Object definition: Digitization threatens not only the loss of analogue devices and related dispositives, but also of knowledge formations, specific perceptions of aesthetics and modes of use. The project explores archiving practices of analogue film devices with a special focus on historical and future forms of use and will anchor these within the framework of theoretical conceptualizations. We are concentrating on private collections from Switzerland, which usually collect with different objectives and a broader scope than official institutions, and the collectors often have a different knowledge of the devices. This is a project with both a theoretical and a practical focus.
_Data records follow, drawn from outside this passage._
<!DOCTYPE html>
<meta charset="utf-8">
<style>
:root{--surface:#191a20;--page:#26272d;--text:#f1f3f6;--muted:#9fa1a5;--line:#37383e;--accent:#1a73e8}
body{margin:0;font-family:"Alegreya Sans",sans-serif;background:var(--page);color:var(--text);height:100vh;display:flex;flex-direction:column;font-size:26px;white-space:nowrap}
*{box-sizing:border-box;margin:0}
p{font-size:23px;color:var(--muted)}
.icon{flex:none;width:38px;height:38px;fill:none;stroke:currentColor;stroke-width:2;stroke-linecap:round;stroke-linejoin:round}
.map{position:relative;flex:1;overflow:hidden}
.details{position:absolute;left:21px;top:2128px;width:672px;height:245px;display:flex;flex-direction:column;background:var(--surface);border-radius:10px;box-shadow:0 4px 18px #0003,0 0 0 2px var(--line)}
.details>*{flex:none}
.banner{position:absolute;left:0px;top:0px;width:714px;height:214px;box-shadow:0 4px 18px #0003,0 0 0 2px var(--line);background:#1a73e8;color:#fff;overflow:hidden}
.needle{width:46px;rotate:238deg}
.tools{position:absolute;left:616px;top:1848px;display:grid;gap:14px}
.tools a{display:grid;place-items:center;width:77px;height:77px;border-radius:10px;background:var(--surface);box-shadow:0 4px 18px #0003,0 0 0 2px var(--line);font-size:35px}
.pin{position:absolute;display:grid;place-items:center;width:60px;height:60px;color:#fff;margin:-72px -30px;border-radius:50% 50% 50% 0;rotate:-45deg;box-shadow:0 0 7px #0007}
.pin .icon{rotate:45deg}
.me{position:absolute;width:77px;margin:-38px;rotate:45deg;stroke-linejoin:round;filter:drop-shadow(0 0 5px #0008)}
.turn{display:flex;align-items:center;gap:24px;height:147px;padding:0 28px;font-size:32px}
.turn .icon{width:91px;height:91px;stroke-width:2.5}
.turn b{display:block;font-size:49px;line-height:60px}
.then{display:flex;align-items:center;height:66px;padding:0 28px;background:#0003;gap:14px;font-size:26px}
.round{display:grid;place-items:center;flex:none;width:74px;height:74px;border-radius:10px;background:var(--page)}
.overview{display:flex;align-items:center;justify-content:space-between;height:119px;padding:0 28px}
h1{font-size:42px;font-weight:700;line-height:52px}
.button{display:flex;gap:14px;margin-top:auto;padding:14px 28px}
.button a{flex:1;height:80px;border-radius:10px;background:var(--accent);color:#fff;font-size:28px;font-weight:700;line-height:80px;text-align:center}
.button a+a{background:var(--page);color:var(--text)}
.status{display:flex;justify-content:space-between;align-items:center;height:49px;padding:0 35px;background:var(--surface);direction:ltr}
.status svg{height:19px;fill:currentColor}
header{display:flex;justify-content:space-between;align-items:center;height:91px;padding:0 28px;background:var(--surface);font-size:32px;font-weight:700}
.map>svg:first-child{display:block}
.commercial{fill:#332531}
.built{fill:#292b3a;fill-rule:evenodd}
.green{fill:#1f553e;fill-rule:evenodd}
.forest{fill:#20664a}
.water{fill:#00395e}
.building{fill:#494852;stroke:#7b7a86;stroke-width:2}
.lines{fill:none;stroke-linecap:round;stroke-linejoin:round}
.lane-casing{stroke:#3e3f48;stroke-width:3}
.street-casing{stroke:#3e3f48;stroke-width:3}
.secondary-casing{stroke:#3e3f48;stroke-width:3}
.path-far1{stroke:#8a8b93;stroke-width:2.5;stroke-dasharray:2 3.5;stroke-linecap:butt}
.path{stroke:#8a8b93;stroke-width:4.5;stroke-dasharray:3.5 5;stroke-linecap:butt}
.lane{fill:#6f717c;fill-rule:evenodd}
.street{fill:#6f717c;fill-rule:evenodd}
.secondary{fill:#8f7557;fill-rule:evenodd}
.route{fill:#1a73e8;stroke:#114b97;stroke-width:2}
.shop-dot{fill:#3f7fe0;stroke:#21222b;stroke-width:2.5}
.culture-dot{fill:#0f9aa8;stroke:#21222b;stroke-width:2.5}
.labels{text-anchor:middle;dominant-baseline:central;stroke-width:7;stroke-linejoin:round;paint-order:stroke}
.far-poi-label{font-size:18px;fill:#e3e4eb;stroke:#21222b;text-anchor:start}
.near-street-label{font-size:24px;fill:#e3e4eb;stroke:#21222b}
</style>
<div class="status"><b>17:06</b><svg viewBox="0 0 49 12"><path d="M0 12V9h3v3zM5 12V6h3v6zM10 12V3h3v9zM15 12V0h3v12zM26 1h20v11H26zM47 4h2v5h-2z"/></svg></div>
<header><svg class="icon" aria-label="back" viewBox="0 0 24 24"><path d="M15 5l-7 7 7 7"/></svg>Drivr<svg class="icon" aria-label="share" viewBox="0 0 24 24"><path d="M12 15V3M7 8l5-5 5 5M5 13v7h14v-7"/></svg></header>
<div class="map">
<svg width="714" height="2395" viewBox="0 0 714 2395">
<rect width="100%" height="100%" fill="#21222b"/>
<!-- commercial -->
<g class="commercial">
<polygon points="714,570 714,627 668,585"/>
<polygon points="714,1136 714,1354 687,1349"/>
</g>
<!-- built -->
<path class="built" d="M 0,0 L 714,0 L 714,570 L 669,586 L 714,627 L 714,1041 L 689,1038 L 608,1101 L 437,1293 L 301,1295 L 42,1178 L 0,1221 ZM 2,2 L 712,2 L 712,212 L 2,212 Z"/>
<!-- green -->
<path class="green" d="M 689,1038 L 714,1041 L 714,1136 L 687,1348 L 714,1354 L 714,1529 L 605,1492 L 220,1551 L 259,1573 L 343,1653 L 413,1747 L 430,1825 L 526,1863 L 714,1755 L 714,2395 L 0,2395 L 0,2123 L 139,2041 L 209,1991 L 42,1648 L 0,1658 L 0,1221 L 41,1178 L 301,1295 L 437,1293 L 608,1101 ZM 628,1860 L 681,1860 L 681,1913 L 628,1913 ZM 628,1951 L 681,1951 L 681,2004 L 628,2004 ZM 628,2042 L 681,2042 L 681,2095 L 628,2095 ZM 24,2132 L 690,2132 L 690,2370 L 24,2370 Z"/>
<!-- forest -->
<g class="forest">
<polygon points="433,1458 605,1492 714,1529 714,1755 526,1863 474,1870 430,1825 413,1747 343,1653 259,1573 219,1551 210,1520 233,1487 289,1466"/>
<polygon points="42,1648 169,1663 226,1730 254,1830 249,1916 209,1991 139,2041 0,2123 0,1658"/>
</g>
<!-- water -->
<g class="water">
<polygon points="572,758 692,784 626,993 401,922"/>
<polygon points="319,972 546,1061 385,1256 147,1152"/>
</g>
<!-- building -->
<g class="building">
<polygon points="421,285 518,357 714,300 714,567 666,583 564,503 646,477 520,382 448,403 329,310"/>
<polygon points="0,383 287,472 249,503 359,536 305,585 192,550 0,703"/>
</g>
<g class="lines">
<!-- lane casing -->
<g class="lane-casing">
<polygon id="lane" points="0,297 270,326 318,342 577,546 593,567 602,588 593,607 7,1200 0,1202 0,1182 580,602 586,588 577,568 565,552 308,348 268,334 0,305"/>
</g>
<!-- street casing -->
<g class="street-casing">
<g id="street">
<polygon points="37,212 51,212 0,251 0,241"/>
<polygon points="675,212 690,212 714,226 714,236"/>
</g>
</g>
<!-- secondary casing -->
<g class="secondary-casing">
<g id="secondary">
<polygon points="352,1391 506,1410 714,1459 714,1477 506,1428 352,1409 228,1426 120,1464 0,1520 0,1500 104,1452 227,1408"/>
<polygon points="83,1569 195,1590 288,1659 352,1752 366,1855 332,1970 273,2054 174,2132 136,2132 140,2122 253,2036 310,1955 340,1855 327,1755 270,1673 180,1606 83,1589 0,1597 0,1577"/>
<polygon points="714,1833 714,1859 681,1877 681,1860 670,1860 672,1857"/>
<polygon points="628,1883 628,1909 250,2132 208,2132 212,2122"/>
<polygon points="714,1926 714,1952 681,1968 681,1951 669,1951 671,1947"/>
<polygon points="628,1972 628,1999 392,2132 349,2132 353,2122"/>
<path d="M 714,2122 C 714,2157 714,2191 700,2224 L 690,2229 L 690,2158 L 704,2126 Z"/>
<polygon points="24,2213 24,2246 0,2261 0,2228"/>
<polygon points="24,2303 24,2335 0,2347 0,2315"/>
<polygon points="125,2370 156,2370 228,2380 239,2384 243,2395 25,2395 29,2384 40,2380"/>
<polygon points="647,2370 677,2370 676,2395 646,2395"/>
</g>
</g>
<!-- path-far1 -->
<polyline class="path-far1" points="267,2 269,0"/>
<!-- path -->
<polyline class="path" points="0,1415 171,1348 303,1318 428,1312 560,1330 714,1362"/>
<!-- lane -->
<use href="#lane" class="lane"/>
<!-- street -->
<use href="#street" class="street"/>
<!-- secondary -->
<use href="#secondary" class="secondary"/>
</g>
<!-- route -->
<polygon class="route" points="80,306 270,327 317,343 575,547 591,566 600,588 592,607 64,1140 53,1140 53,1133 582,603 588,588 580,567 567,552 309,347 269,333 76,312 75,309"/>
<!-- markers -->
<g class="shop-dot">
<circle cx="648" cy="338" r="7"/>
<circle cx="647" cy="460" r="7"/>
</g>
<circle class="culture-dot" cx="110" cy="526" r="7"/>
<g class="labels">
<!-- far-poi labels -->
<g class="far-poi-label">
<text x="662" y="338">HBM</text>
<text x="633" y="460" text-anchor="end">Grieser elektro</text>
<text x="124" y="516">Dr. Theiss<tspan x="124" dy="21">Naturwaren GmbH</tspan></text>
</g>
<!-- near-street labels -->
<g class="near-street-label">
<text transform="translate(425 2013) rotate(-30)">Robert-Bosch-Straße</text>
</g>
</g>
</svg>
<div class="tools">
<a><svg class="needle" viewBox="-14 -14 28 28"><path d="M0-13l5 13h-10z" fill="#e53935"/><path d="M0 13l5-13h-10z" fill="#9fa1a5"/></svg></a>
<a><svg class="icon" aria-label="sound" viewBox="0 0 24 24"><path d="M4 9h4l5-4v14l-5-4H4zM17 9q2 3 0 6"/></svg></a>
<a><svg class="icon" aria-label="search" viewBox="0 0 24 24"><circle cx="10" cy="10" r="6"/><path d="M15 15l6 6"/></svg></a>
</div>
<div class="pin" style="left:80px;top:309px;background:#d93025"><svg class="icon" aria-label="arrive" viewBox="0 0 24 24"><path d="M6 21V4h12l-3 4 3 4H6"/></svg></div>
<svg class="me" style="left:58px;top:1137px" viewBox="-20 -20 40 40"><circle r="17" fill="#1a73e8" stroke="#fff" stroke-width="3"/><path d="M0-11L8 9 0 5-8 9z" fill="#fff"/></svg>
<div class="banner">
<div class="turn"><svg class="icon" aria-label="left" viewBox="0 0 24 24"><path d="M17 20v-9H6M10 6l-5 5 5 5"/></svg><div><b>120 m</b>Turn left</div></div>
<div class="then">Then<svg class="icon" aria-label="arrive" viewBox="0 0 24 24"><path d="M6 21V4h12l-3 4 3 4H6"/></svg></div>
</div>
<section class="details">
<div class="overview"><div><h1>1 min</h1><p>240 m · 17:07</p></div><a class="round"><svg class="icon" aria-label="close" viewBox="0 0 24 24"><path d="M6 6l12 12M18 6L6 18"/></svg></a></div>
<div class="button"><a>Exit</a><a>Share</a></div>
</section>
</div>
The urgency is determined by different aspects: Analog film apparatuses are being displaced in the industry, but are coming back into the public eye through various processes – on the one hand through new digital technologies, which enable renewed use and thus lead to increased demand, but on the other hand also through the emergence of large private collections, thanks to which apparatuses, and possible analog forms of use, are now being made available again.

 

Questions: The central aspect relates questions of archiving and making the apparatuses available to a possible renewed use of old media and modes of use with the help of new digital media. A materially oriented concept of remediatization offers an important frame of reference for analysing how old media and practices with new media become hybrid forms through which specific knowledge formations can be secured. There is a need for research here above all at the level of the devices themselves, which is why repair knowledge is a central component of relevance alongside use. This culture of repair is no longer primarily aimed at maintenance, but rather at extending the use of old devices through the development and production of new spare parts, which thus serve as prostheses.

 

Methods: As this project brings together various collections, collectors and apparatuses that cannot be classified according to the usual instruments, a transdisciplinary approach informed by film studies is applied. Methods of praxeology and ethnography are central to the topic in order to be able to analyse and systematize modes of use. Production studies approaches are important in order to make actors in the production process theoretically describable. Approaches from cultural technology research should be applied in relation to historical apparatuses.

 

Relevance: The topicality and relevance of the project is based on the existence of unique – and currently still locally available – private collections of cinematographic apparatus in Switzerland, which would either be broken up, sold or disposed of in the next few years. At this point in time, we can still determine how older dispositives have shaped specific knowledge and perception formations and how these relate to current power relations. To ensure that this research can continue in the future, the project aims to answer the fundamental questions. With the Lichtspiel Kinemathek Bern as a project partner, we have an expert in collections, museums, apparatus history, repair knowledge and oral history in the project and, with the Cinémathèque suisse, an expert in the evaluation of collections and professional archiving.